On 15/07/2021 05:45, Pravin Shelar wrote:
> On Wed, Jun 30, 2021 at 2:53 AM Mark Gray <mark.d.gray@redhat.com> wrote:
>>
>> The Open vSwitch kernel module uses the upcall mechanism to send
>> packets from kernel space to user space when it misses in the kernel
>> space flow table. The upcall sends packets via a Netlink socket.
>> Currently, a Netlink socket is created for every vport. In this way,
>> there is a 1:1 mapping between a vport and a Netlink socket.
>> When a packet is received by a vport, if it needs to be sent to
>> user space, it is sent via the corresponding Netlink socket.
>>
>> This mechanism, with various iterations of the corresponding user
>> space code, has seen some limitations and issues:
>>
>> * On systems with a large number of vports, there is a correspondingly
>> large number of Netlink sockets which can limit scaling.
>> (https://bugzilla.redhat.com/show_bug.cgi?id=1526306)
>> * Packet reordering on upcalls.
>> (https://bugzilla.redhat.com/show_bug.cgi?id=1844576)
>> * A thundering herd issue.
>> (https://bugzilla.redhat.com/show_bug.cgi?id=1834444)
>>
>> This patch introduces an alternative, feature-negotiated, upcall
>> mode using a per-cpu dispatch rather than a per-vport dispatch.
>>
>> In this mode, the Netlink socket to be used for the upcall is
>> selected based on the CPU of the thread that is executing the upcall.
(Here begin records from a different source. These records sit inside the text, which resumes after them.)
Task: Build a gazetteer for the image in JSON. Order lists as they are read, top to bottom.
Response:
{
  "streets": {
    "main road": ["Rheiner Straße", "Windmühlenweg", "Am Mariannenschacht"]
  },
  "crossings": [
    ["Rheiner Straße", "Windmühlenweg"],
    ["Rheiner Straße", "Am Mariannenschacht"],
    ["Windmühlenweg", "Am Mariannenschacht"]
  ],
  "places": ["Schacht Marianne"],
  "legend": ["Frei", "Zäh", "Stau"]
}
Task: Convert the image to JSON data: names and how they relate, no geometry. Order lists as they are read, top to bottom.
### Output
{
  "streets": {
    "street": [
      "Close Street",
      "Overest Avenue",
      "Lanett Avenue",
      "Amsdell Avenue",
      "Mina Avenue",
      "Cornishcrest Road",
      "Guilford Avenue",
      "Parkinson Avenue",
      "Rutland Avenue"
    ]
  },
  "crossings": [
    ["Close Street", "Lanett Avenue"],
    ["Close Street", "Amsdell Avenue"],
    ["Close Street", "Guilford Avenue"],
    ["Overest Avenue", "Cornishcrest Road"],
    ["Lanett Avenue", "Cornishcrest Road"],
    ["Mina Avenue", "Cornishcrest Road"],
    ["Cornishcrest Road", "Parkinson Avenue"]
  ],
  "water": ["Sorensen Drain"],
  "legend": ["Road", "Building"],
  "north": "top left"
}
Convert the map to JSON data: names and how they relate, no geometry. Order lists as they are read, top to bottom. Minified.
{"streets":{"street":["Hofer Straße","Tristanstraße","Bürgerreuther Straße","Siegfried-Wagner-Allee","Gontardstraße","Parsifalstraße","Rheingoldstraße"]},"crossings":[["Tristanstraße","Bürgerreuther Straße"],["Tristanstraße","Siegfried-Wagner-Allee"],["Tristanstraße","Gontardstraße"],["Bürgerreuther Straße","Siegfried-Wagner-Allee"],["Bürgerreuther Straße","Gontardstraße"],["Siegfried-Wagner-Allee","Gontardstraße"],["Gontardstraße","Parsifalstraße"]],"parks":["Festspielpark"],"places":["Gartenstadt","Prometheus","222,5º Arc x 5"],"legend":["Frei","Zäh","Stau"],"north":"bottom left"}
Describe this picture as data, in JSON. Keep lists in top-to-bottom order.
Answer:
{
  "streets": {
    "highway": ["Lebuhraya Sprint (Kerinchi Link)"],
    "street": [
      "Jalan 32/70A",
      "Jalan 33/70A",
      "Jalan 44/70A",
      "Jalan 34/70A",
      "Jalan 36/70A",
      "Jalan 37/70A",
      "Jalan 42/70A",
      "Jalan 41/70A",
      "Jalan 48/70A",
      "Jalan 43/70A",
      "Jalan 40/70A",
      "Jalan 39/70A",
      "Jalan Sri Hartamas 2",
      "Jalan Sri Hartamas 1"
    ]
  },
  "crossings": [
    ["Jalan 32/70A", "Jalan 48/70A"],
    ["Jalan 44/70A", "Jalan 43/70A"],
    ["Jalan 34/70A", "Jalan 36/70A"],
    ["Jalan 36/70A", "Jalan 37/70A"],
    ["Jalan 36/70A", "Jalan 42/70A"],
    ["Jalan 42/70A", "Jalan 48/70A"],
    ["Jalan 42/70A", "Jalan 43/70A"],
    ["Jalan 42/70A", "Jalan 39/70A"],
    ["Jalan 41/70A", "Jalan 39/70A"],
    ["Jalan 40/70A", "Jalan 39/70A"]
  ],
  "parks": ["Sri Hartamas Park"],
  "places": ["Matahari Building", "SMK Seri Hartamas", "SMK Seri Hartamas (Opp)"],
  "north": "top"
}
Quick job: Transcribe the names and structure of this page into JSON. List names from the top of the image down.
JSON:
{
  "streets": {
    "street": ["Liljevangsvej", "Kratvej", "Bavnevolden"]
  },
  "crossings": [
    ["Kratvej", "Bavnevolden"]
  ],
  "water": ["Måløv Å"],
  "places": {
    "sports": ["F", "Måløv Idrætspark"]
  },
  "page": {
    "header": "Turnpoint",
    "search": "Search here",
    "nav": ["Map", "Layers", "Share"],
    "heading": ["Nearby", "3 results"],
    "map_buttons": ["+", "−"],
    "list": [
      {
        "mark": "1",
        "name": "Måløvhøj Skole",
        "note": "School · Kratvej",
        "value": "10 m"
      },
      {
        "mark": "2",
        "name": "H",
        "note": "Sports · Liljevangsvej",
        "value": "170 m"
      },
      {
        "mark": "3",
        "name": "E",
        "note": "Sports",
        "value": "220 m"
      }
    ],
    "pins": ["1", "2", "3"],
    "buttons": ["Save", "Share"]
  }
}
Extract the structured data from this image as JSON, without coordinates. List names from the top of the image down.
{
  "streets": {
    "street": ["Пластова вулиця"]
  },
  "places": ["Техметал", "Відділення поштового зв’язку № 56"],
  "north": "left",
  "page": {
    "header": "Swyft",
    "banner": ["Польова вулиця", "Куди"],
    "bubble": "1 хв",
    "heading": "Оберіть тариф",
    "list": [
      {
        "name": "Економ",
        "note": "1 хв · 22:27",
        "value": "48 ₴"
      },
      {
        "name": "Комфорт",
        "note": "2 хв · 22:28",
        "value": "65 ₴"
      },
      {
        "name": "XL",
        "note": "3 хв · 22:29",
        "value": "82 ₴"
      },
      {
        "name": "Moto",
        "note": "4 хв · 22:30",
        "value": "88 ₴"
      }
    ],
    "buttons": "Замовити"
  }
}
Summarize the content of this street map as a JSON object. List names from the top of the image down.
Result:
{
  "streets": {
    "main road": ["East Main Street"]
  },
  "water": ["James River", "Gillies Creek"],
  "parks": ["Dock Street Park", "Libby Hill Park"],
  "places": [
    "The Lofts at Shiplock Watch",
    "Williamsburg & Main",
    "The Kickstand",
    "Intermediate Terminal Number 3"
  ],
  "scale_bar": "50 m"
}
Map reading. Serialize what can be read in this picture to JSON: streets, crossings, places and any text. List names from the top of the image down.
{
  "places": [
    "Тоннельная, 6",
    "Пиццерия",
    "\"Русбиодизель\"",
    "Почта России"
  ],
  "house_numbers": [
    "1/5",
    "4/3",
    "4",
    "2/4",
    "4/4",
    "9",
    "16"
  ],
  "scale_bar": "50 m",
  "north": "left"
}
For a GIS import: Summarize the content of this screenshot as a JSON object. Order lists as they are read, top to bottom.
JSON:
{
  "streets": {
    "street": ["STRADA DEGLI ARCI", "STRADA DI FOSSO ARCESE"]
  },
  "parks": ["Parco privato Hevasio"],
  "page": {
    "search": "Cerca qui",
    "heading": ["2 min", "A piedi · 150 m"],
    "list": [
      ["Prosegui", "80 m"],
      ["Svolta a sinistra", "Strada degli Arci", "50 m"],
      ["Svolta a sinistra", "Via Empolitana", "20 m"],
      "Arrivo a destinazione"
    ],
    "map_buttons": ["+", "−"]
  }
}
>> In this way, it resolves the issues above as:
>>
>> a) The number of Netlink sockets scales with the number of CPUs
>> rather than the number of vports.
>> b) Ordering per-flow is maintained as packets are distributed to
>> CPUs based on mechanisms such as RSS and flows are distributed
>> to a single user space thread.
>> c) Packets from a flow can only wake up one user space thread.
>>
>> The corresponding user space code can be found at:
>> https://mail.openvswitch.org/pipermail/ovs-dev/2021-April/382618.html
>>
>> Bugzilla: https://bugzilla.redhat.com/1844576
>> Signed-off-by: Mark Gray <mark.d.gray@redhat.com>
>> ---
>>
>> Notes:
>>     v1 - Reworked based on Flavio's comments:
>>          * Fixed handling of userspace action case
>>          * Renamed 'struct dp_portids'
>>          * Fixed handling of return from kmalloc()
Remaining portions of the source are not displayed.